COVID-19 Effects on Sleep, Anxiety and Depression

COVID-19 has introduced a number of new health problems into the lives of many people. Both COVID-19 sufferers and those who have not come down with COVID-19 may have suffered from sleep problems, anxiety and depression over the past year.


Does COVID affect sleep?

The pandemic has had an impact on sleep behavior in two ways. Some people who have been diagnosed with COVID-19 have suffered from insomnia long after recovery along with a host of other issues. Others have developed insomnia or their insomnia has worsened as a result of anxiety and depression over the pandemic and the additional stresses it has caused.

If you’ve happened to discover this article while searching online, you may be one of those people who has insomnia along with other COVID-related issues that include brain fog, a lack of focus and muscular weakness. Many of these lingering symptoms can cause depression in patients who are eager to get well, and this can make insomnia worse.
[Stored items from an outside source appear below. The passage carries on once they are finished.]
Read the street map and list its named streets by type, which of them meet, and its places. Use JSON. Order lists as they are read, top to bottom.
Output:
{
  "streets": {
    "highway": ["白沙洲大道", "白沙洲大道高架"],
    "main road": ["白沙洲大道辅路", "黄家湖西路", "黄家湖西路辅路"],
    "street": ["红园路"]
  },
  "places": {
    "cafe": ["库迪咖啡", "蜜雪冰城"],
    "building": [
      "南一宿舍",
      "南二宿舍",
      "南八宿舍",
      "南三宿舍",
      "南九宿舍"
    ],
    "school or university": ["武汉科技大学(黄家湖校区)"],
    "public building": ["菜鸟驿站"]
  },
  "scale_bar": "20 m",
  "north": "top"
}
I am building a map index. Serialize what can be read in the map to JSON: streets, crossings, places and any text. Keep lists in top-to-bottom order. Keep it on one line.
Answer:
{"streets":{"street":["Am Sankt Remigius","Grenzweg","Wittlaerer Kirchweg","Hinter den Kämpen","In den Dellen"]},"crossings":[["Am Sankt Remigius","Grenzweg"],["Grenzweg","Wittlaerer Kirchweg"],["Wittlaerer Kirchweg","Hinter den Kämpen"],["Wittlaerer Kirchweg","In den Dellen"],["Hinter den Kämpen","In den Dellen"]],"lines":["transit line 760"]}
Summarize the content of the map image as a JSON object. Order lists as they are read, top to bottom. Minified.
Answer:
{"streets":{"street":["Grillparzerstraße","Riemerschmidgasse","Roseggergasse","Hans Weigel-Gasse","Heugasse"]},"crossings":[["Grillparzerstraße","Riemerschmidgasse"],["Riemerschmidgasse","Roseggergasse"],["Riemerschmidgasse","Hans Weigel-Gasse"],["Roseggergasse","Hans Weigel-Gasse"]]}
Like many things about COVID-19, how it affects the nervous system is not yet fully understood, but it could be affecting people's ability to sleep. Melatonin, the hormone that regulates circadian rhythms, is being studied as a possible supplemental treatment for COVID-19, but it is not clear whether what people need is more melatonin or more sleep itself.

If it is the latter, it may turn out that many people may be trapped in a vicious cycle. They may not be sleeping because they have COVID-19, and sleep may be exactly what they need to fully recover. For people who have not contracted the virus, a lack of sleep may affect their immune system and make them more vulnerable to getting it.


Can COVID cause anxiety? 

Anyone who has lived through the past year is likely to say yes. Even people whose lifestyles may have become less stressful as a result of the pandemic might be feeling more anxiety during COVID. Others who already struggled with depression and anxiety are likely to have had those conditions exacerbated.


How does anxiety affect sleep? 

Anxiety can be a major cause of insomnia. COVID-related anxiety and depression may not just be about fear of getting sick, but about finances, the health of family members and being separated from family and friends. The large-scale disruption of people's lives as a result of COVID can produce widespread anxiety.


Anxiety after COVID

Anxiety after COVID may also have a number of causes. Many people will continue to have the same pandemic-related stressors about finances and relationships that they did before getting the virus. However, afterwards, they may have additional concerns about lingering symptoms. On top of that, because the virus is new, its long-term effects are not yet known, and this uncertainty can also be anxiety-producing.

People who already had insomnia are likely to have seen it worsen during the pandemic. However, because many people have been working from home or not working at all, a whole new group of insomnia sufferers may have been created. People's routines have been altered, and they may not be getting up or going to bed on any kind of regular schedule.


The importance of sleep hygiene

Sleep hygiene during a pandemic may be more important than ever in protecting against getting the virus and in managing anxiety and depression. Even if they do not have a regular routine of school or work to follow, people should endeavor to go to sleep and get up at the same time. They should avoid screens before bedtime and get a soothing routine in place to help them fall asleep, such as a warm bath or drink and quiet reading. 

Getting enough sleep is critical to mental and physical health during the COVID-19 pandemic, and taking these steps to combat insomnia may help improve regular sleeping patterns.